Jonathan Anderson channels Lynda Benglis in sculptural Dior couture show
Taylor Swift wedding buzz gave Dior $15 million in media impact value, but Jonathan Anderson answered with Lynda Benglis-inspired silver lamé and bow-draped couture.

Jonathan Anderson used his second haute couture outing for Dior at the Musée Rodin in Paris to turn away from house romance and toward art-world sculpture. The collection was built from silver lamé, metallic fabric and dramatic drape, with couture that felt polished, reflective and far less interested in sweetness than in shape.
The July 6 show arrived three days after Taylor Swift and Travis Kelce’s wedding became the latest global fashion obsession, and the online and social-media attention generated $15 million in media impact value for Dior over the July Fourth weekend, a figure tracked by Launchmetrics.

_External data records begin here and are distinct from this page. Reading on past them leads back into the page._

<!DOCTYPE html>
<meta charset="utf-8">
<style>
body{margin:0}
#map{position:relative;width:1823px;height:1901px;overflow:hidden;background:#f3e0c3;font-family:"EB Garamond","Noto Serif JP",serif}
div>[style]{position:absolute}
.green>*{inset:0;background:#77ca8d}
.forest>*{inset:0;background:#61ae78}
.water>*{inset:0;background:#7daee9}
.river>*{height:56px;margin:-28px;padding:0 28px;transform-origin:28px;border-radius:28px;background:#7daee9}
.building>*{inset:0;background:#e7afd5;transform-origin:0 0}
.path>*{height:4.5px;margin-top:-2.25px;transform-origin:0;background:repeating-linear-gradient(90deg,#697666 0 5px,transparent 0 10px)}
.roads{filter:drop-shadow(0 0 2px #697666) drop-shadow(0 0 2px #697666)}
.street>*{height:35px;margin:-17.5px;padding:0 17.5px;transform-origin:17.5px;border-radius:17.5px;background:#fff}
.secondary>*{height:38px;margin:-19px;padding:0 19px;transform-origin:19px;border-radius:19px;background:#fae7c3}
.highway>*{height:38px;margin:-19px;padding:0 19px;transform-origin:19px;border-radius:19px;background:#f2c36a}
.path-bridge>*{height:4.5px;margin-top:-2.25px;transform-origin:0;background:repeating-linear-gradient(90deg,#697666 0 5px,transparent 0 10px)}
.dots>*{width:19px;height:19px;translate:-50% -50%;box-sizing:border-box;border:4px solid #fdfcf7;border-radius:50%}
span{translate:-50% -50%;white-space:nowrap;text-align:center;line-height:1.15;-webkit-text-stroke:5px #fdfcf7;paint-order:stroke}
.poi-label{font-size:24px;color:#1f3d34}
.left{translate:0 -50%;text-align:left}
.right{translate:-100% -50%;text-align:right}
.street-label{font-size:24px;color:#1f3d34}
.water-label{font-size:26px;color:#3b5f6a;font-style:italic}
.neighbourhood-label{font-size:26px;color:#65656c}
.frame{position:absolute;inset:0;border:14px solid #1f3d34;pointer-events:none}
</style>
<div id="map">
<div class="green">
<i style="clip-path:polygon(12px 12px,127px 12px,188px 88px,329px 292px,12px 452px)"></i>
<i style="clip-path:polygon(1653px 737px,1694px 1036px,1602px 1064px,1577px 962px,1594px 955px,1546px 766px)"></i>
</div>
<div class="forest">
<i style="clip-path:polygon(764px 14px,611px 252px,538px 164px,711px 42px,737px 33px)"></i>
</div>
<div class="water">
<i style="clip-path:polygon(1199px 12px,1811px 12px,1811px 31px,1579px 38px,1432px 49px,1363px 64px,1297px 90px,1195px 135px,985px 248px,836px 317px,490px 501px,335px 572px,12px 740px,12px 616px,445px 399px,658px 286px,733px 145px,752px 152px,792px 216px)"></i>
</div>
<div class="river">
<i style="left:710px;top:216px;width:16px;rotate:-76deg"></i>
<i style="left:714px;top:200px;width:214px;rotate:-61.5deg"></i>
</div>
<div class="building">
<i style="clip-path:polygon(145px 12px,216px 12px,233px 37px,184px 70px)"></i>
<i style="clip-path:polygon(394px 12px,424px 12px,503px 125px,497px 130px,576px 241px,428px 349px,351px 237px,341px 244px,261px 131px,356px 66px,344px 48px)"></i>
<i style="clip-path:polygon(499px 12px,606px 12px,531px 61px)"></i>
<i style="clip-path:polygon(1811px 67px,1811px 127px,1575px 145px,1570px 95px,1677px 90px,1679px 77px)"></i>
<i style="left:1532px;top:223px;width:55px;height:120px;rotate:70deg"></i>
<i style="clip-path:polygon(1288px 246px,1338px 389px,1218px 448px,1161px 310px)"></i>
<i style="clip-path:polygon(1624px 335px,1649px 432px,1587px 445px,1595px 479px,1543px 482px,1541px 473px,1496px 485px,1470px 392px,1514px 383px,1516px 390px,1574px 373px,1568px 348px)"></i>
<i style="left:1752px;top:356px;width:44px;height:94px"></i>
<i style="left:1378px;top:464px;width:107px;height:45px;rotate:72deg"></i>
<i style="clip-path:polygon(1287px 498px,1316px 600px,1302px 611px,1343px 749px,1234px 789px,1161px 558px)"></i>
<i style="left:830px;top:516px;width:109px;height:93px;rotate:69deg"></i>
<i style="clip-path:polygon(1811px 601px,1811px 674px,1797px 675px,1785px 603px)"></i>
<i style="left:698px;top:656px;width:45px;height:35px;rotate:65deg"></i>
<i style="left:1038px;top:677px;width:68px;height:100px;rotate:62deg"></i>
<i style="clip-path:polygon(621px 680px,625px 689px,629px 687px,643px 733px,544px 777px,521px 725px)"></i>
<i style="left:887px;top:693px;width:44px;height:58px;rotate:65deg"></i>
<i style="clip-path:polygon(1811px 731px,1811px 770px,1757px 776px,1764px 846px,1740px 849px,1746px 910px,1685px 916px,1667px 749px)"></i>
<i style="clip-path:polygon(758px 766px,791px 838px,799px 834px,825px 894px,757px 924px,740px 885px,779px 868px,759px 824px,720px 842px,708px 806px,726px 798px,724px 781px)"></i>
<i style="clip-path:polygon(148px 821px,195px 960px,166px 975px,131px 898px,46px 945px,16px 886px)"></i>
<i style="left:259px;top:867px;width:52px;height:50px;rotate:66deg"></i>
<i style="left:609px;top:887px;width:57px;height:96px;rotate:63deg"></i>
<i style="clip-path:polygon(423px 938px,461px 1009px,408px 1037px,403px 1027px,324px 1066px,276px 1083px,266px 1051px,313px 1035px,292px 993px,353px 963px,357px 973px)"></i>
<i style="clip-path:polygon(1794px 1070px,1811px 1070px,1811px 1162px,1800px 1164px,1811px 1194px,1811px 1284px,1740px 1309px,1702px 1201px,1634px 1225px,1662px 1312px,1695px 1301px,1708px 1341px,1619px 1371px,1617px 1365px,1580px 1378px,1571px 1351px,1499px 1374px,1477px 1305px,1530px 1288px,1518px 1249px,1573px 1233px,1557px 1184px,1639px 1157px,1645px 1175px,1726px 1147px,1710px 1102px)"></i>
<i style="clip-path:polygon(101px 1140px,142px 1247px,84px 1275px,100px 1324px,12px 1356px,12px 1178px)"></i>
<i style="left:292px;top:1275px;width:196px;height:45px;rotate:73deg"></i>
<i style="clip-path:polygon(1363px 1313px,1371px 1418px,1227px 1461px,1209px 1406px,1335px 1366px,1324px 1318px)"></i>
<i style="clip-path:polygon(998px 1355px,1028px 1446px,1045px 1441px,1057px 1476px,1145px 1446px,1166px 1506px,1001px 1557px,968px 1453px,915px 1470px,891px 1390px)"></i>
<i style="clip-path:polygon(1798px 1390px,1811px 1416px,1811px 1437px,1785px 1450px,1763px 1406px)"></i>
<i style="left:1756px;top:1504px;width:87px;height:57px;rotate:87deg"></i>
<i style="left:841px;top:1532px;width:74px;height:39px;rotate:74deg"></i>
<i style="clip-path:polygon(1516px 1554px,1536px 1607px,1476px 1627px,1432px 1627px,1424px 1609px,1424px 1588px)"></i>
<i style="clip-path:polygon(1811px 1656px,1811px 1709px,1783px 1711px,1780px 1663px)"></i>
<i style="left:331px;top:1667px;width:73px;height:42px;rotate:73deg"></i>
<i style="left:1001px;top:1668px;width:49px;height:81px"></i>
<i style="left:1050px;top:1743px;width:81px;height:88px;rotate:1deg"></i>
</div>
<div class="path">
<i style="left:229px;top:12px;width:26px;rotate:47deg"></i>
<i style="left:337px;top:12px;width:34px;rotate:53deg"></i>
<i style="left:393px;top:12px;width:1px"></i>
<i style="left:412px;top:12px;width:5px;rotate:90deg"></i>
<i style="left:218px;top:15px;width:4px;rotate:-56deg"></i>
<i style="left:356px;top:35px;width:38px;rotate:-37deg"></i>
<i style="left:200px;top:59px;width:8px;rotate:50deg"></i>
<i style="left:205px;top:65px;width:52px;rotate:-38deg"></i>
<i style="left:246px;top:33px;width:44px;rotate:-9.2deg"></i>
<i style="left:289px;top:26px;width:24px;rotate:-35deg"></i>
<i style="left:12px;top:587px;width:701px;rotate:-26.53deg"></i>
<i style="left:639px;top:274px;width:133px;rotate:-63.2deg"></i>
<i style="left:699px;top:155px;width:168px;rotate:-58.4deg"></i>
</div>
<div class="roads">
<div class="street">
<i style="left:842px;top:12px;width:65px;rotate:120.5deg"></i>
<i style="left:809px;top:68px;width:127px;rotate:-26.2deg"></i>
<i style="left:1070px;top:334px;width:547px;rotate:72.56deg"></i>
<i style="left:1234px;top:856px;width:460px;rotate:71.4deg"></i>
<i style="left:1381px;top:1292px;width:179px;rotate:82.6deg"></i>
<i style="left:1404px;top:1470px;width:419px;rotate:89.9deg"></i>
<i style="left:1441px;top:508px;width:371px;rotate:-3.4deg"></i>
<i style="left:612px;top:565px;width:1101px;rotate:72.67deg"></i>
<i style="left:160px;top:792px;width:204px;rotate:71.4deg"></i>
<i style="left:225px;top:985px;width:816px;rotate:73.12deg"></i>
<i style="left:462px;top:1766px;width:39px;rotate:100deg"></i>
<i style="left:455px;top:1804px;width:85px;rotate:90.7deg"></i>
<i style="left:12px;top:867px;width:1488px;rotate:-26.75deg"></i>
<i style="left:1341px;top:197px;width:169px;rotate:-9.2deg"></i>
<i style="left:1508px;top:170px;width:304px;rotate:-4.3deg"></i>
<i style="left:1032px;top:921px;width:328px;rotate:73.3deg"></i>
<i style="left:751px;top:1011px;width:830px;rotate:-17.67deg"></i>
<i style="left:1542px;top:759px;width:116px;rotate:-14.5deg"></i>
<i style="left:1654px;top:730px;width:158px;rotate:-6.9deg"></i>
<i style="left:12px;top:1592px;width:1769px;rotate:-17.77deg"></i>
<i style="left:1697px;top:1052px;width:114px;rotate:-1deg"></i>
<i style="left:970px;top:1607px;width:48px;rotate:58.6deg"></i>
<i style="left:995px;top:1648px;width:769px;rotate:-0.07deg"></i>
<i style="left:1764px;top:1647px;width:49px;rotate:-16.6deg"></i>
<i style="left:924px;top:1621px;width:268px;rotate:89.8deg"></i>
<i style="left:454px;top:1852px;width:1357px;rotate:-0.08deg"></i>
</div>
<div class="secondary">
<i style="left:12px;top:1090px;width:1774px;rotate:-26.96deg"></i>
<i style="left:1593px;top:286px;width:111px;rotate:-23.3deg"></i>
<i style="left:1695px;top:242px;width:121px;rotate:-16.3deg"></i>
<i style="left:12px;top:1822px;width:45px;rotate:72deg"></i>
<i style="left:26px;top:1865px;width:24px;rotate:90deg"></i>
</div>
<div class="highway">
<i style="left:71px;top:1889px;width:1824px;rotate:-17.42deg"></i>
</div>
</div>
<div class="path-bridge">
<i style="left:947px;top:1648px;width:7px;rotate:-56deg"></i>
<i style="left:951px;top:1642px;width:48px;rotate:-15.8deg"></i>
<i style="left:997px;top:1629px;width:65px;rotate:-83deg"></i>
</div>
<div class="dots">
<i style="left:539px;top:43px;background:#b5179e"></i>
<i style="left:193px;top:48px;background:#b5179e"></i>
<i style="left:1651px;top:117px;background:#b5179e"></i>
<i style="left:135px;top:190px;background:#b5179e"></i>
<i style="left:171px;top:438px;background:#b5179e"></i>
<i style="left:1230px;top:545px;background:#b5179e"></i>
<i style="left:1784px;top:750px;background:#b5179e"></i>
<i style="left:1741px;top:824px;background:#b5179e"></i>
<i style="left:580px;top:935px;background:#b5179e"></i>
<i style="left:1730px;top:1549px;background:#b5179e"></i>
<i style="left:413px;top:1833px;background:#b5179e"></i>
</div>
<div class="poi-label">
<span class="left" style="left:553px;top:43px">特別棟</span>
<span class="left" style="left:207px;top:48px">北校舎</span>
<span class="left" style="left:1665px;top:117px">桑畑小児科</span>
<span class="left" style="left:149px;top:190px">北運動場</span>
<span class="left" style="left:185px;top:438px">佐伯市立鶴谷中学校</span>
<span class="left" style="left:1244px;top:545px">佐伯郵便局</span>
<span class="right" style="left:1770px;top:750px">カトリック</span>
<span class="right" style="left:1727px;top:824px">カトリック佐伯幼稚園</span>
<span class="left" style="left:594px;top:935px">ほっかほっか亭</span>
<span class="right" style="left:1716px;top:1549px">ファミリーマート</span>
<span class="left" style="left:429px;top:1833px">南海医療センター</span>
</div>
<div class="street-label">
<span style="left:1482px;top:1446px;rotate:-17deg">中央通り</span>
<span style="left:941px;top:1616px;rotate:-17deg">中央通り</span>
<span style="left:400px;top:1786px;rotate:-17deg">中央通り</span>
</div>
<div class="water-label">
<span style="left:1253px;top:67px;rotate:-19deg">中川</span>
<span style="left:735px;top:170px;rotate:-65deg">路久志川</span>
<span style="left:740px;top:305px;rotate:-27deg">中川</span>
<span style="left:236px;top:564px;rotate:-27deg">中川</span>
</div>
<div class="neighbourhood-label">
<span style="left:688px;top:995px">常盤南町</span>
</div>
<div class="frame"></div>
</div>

Anderson called it “a big honor” to dress Swift and said he and Swift had become “very good friends,” but he quickly returned to the woman who set the tone for the collection: Lynda Benglis.
Anderson called Benglis a genius, and this show made clear why he keeps returning to her work. The U.S. artist’s experiments with beeswax, latex, porcelain and fans were translated into couture through silver netting, metallic fabric, chiffon and micro-plissé organza, then tightened with hand-pleated techniques that gave the clothes volume without blunting their precision.
The most direct translation came in a silver lamé dress that reimagined Benglis’s pleated metallic “Goliath” sculpture as a bow-draped form. At Loewe, Anderson commissioned jewelry, placed her metal sculptures on the runway and cast her in a campaign, and that relationship now carries into Dior’s accessories. Several bags in the show carried Benglis collaborations, alongside new pieces such as the Dior Cigale and Dior Bow, pushing the sculptural language beyond dresses and into the objects that often shape how a collection lands in the real world.